# Interesting: Running reduces Muscle Mass?



## andyo (Nov 6, 2003)

Hi all. 

Had an interesting conversation with a newbie to the fitness world today, who is trying to add some build to his frame. 

He makes a noble effort. But an interesting topic came under discussion: He told me that a bodybuilder who is at the gym told him that Running on the treadmill reduces muscle gains. 

Being a certified professional(ACE), I disputed his claim. I asked him to be more specific, which he could'nt. 

In my contest bulk and cut experiences, I have never found running to either reduce or increase muscle mass, rather than a great cardio exercise. Of Course, everyone is different and everyone has their own theories.
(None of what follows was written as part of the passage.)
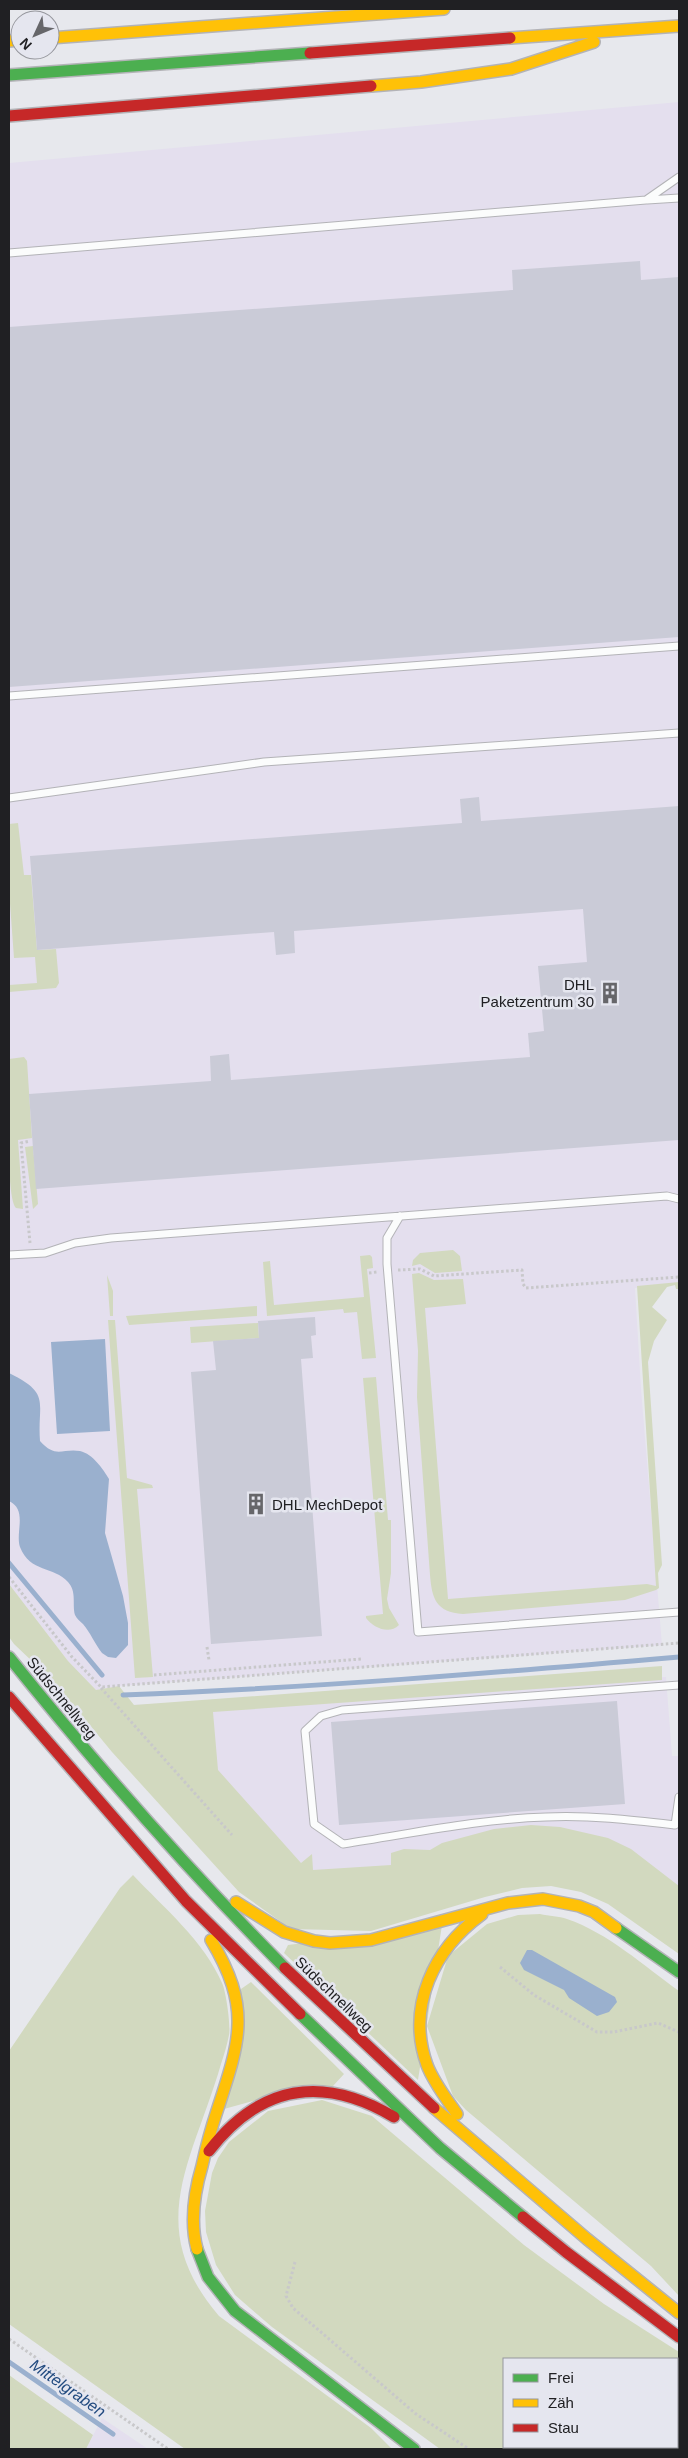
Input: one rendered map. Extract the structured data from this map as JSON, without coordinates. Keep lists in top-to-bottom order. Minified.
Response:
{"streets":{"highway":["Südschnellweg"]},"water":["Mittelgraben"],"places":{"building":["DHL Paketzentrum 30","DHL MechDepot"]},"legend":["Frei","Zäh","Stau"],"north":"bottom left"}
But I have never once read a published article stating the above by anyone. 

So my question is: DOES running decrease muscle mass? I am not speaking of a long-distance marathoner, rather from a bodybuilding perspective. Thanks. ( I could be wrong, who knows?)


----------



## Arnold (Nov 6, 2003)

Yes, long duration cardio is catabolic, HIIT cardio is the best way to preserve LBM and reduce bf. 

My quick analogy is compare a runner and a sprinter, the runner is skinny, not much LBM and probably even high bf than the sprinter who will have more LBM, be leaner, etc.
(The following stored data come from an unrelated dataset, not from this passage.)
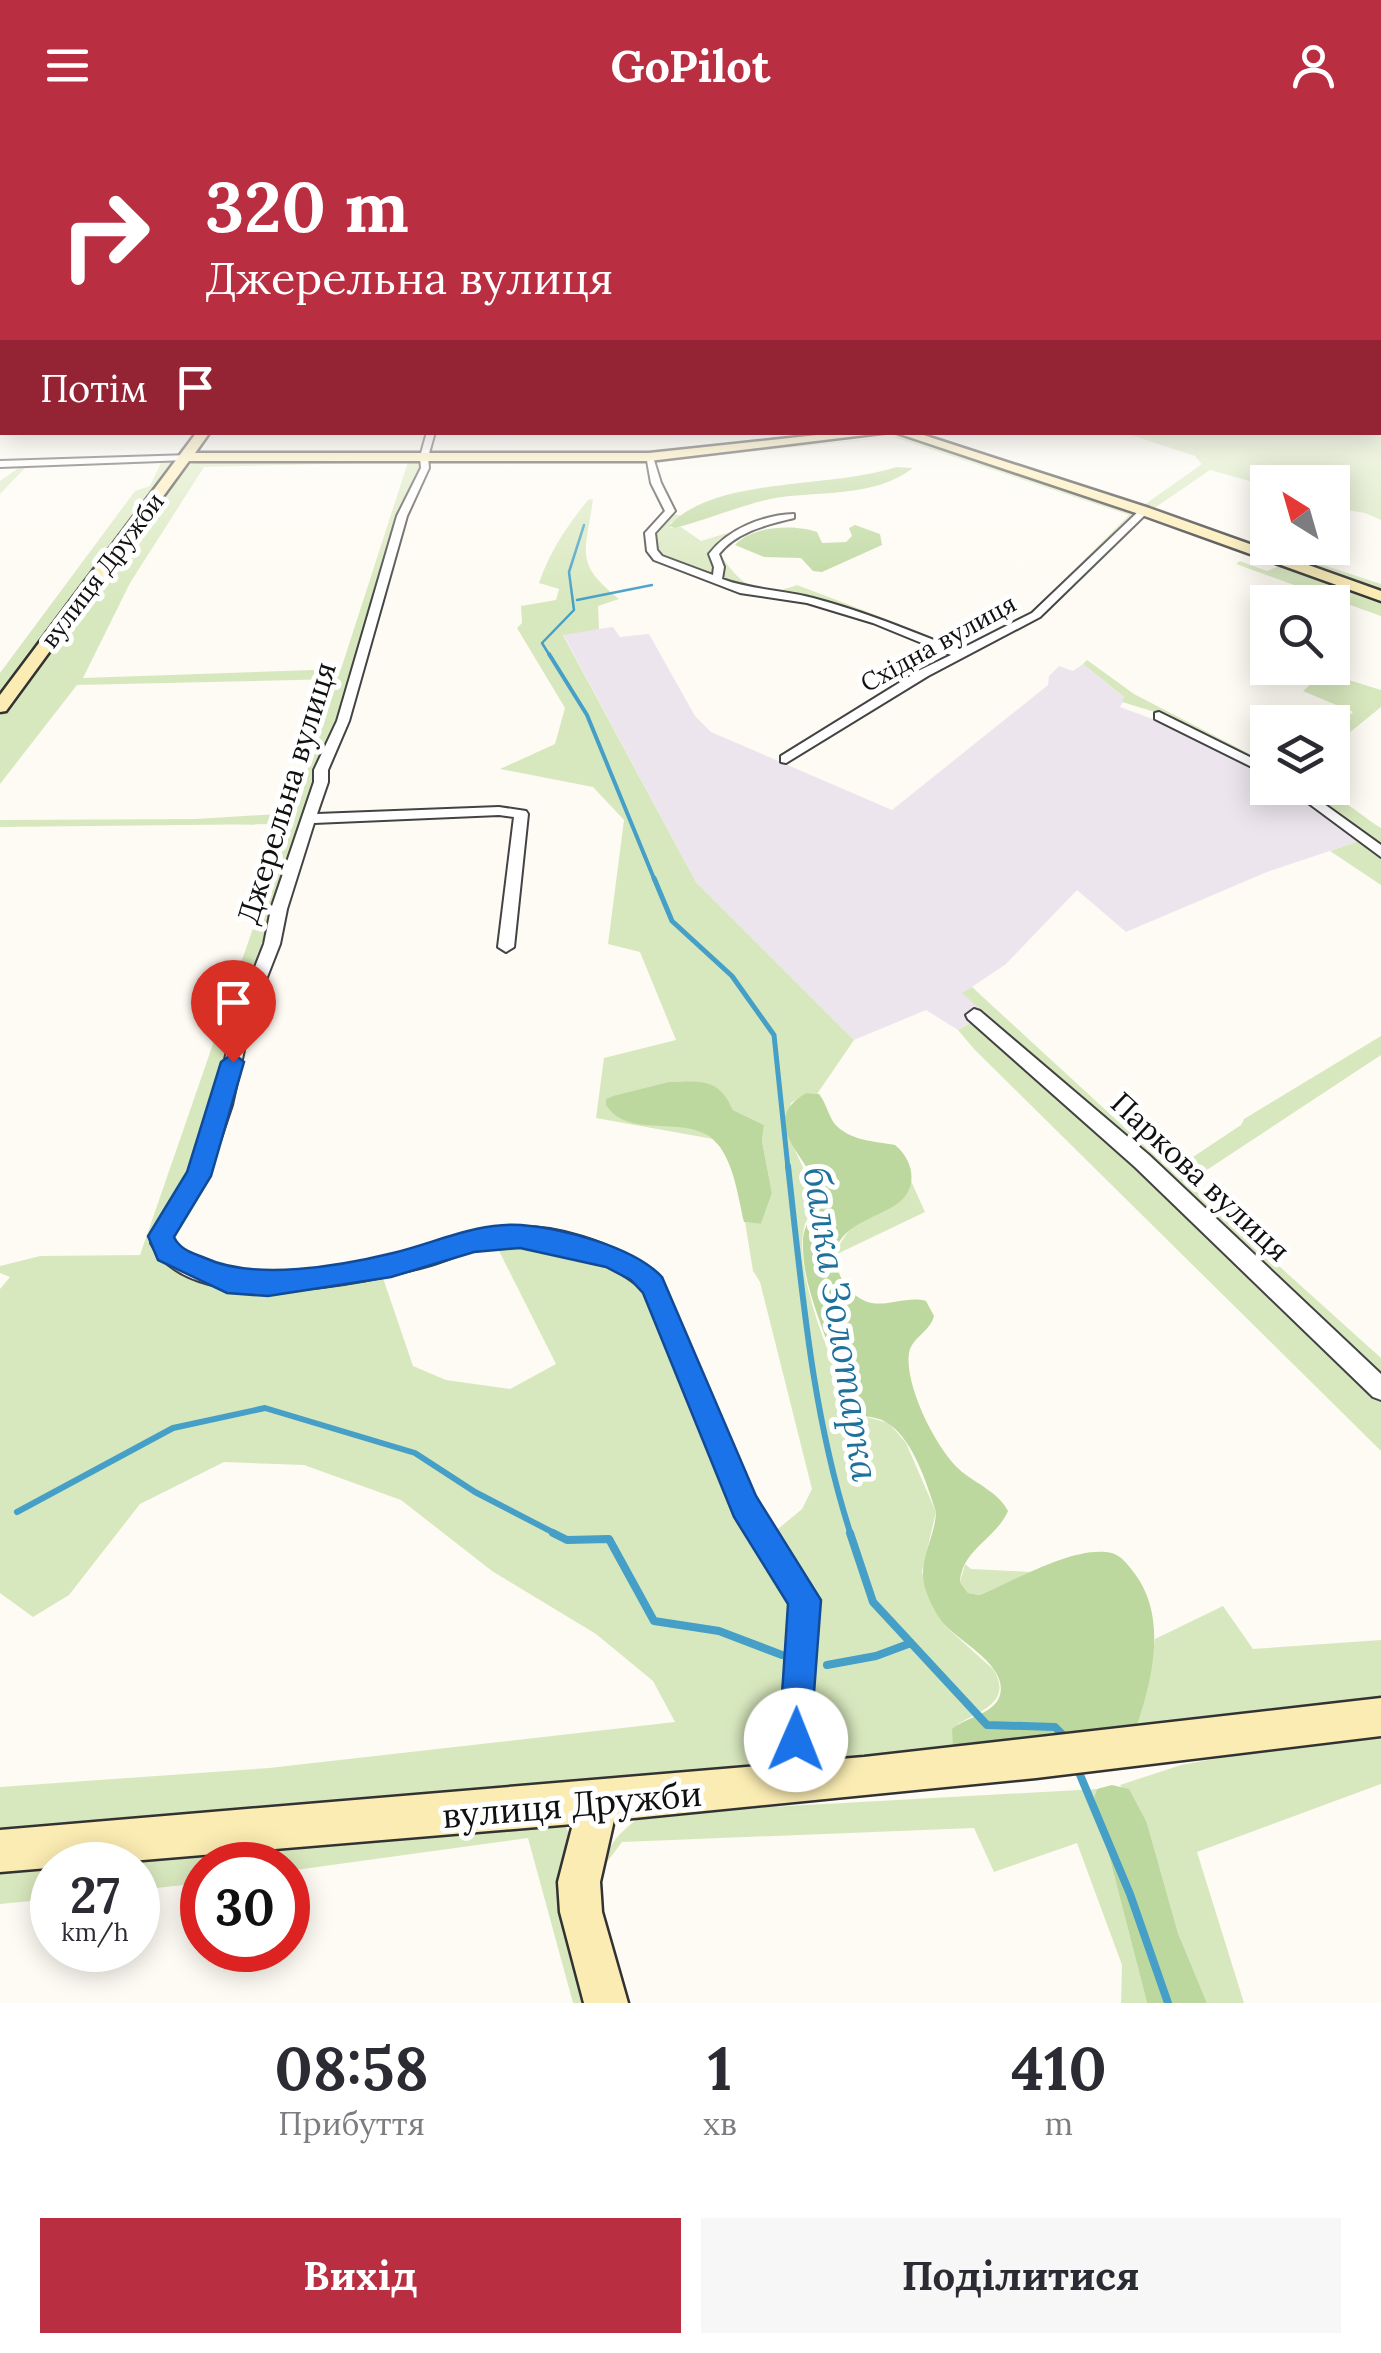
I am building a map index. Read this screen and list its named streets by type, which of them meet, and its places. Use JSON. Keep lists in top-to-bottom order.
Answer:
{
  "streets": {
    "street": [
      "вулиця Дружби",
      "Східна вулиця",
      "Джерельна вулиця",
      "Паркова вулиця"
    ]
  },
  "crossings": [
    ["вулиця Дружби", "Джерельна вулиця"]
  ],
  "water": ["балка Золотарка"],
  "north": "top left",
  "page": {
    "header": "GoPilot",
    "turn": ["320 m", "Джерельна вулиця"],
    "then": "Потім",
    "speed": "27 km/h",
    "limit": "30",
    "eta": [
      "08:58",
      "Прибуття",
      "1",
      "хв",
      "410",
      "m"
    ],
    "buttons": ["Вихід", "Поділитися"]
  }
}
We have discussed this several times here, you might want to do a search.


----------



## BabsieGirl (Nov 6, 2003)

I agree with Prince.


----------



## maddog1 (Nov 6, 2003)

Long distance running definitely breaks down the muscles.


----------



## Mudge (Nov 6, 2003)

The body is not going to want to be a marathoner and bodybuilder at the same time. Just like if you are 'starving' the first thing to go is muscle, because it is wastefull. If you tell the body hey I want endurance, then muscle is going to go bye bye at some point also.


----------



## buffed (Nov 6, 2003)

This is what ive heard. Running at a certain time will help you to burn fats(20-30mins). However, if you are running too long it will break down the muscles.


----------



## andyo (Nov 6, 2003)

Right, all of these replies I know already,


But my question was: 
Does Running instead of walking (NOT a marathoner, or a sprinter) cause catabolism over 10 minutes?


----------



## andyo (Nov 6, 2003)

BTW Buffed: You are right: at about 20 minutes the body starts using stored fats as energy during medium-hi intensity cardio. 
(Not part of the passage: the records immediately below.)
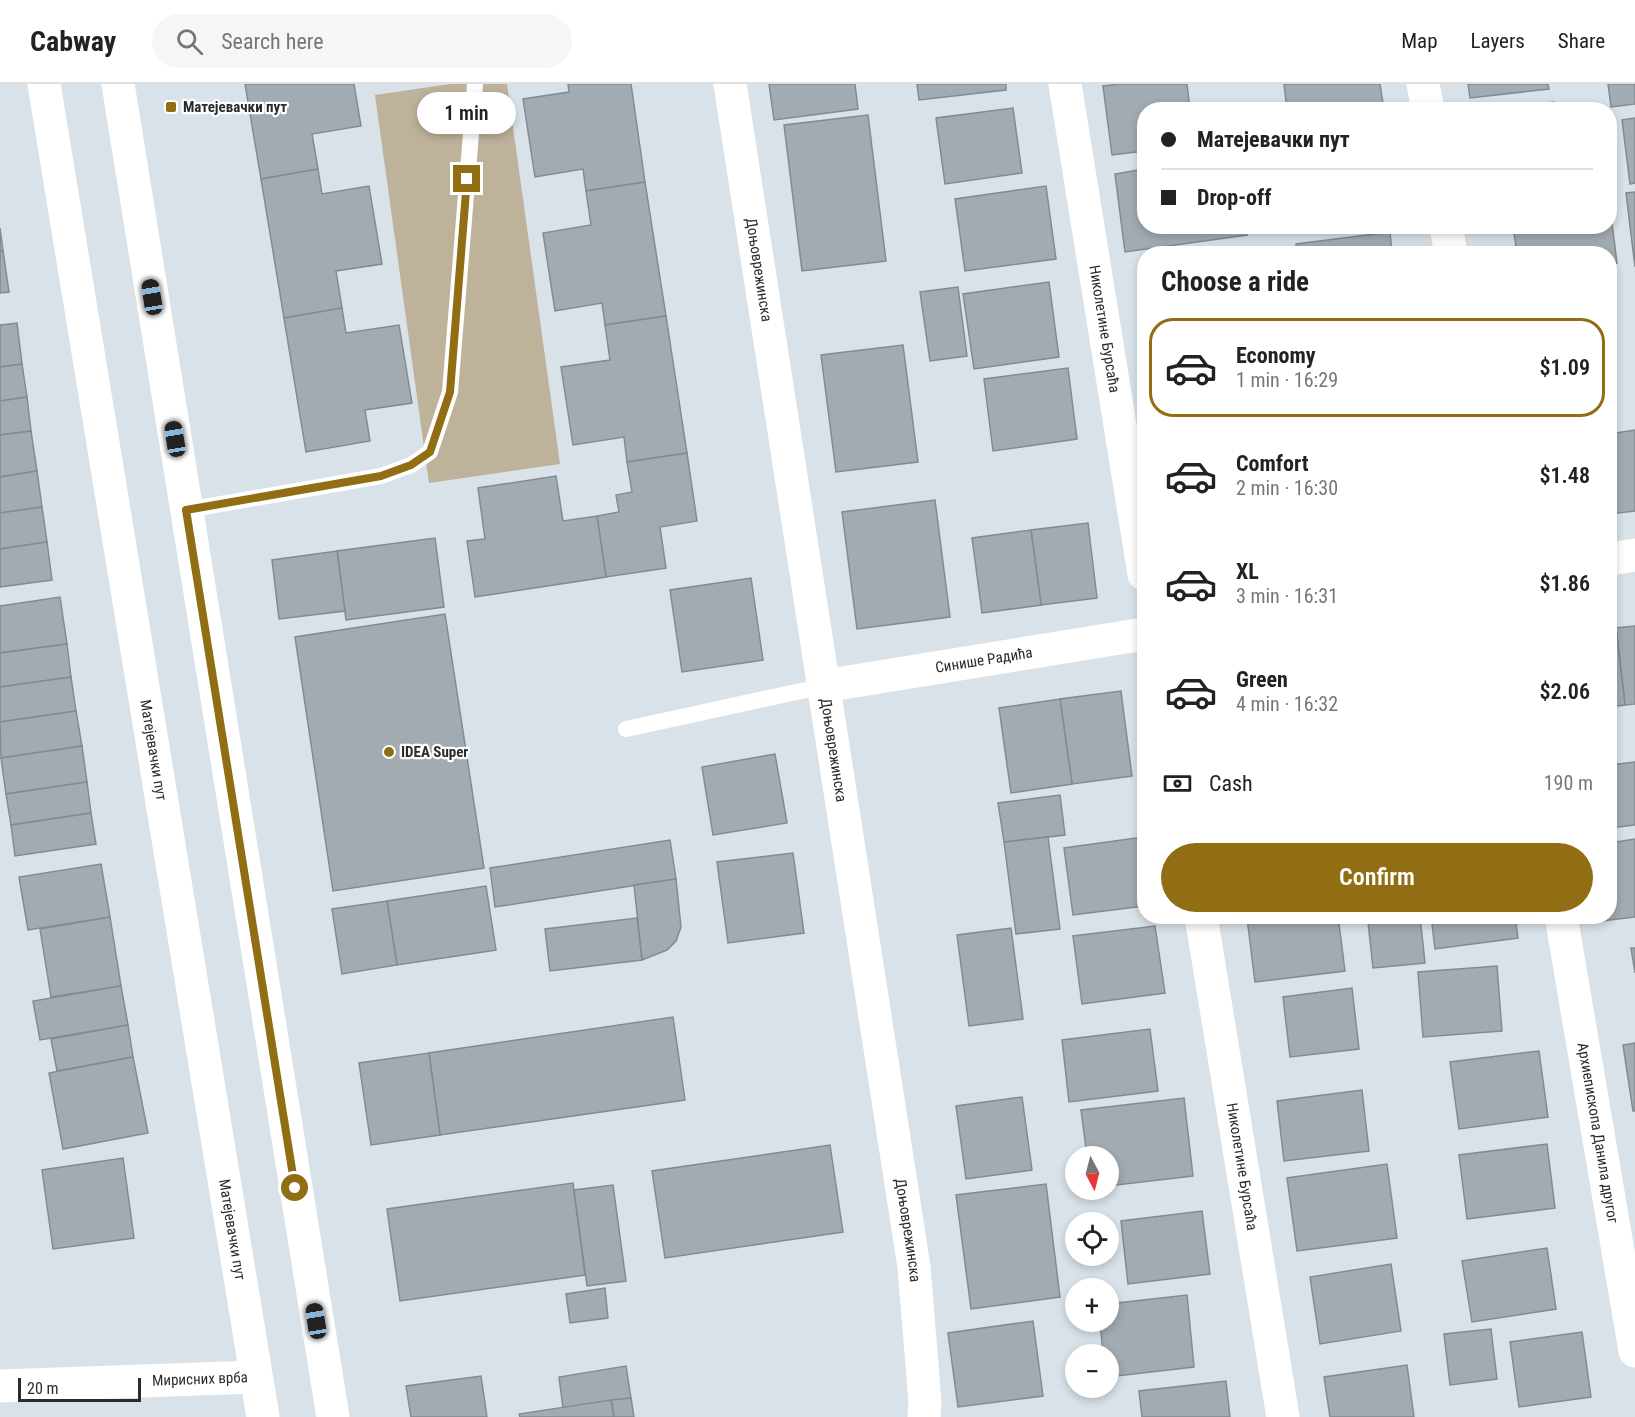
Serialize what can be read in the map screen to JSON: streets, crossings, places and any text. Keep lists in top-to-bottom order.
{
  "streets": {
    "street": [
      "Доњоврежинска",
      "Николетине Бурсаћа",
      "Синише Радића",
      "Матејевачки пут",
      "Архиепископа Данила другог",
      "Мирисних врба"
    ]
  },
  "crossings": [
    ["Доњоврежинска", "Синише Радића"],
    ["Матејевачки пут", "Мирисних врба"]
  ],
  "places": {
    "transit": ["Матејевачки пут"],
    "other": ["IDEA Super"]
  },
  "scale_bar": "20 m",
  "north": "bottom",
  "page": {
    "header": "Cabway",
    "search": "Search here",
    "nav": ["Map", "Layers", "Share"],
    "bubble": "1 min",
    "banner": ["Матејевачки пут", "Drop-off"],
    "heading": "Choose a ride",
    "list": [
      {
        "name": "Economy",
        "note": "1 min · 16:29",
        "value": "$1.09"
      },
      {
        "name": "Comfort",
        "note": "2 min · 16:30",
        "value": "$1.48"
      },
      {
        "name": "XL",
        "note": "3 min · 16:31",
        "value": "$1.86"
      },
      {
        "name": "Green",
        "note": "4 min · 16:32",
        "value": "$2.06"
      }
    ],
    "pay": ["Cash", "190 m"],
    "buttons": "Confirm",
    "map_buttons": ["+", "−"],
    "scale": "20 m"
  }
}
Thanks for all the replies too everyone.


----------



## Arnold (Nov 6, 2003)

> _*Originally posted by andyo *_
> But my question was:
> Does Running instead of walking (NOT a marathoner, or a sprinter) cause catabolism over 10 minutes?



in 10 minutes, probably not, but what is the point of running for 10 minutes?


----------



## Mudge (Nov 6, 2003)

> _*Originally posted by andyo *_
> But my question was:
> Does Running instead of walking (NOT a marathoner, or a sprinter) cause catabolism over 10 minutes?



I never saw reference to a time in your post, 10 minutes is not long enough to do much of any good according to science.


----------



## HoldDaMayo (Nov 6, 2003)

10 minutes is long enough for me to get about half a mile...


----------



## spartan (Nov 6, 2003)

I am a firm believer of the benifits of high intensity short deration running. Because of my job I am sometimes forced to run in excess of 18kms. I can feel my body eating itself on these runs( or so I think). But given the choice I love the 1.5 mile sprint. I feel that suckha short duration run at such a high intensity has all the benifits of a brutal cardio workout one could ask for. It will increase your V02 max and give your heart and lungs the workout long distince runners crave. Oh ya long distance running not only ruins your knees but makes you impotent.LOL


----------



## Jodi (Nov 6, 2003)

> _*Originally posted by Prince *_
> Yes, long duration cardio is catabolic, HIIT cardio is the best way to preserve LBM and reduce bf.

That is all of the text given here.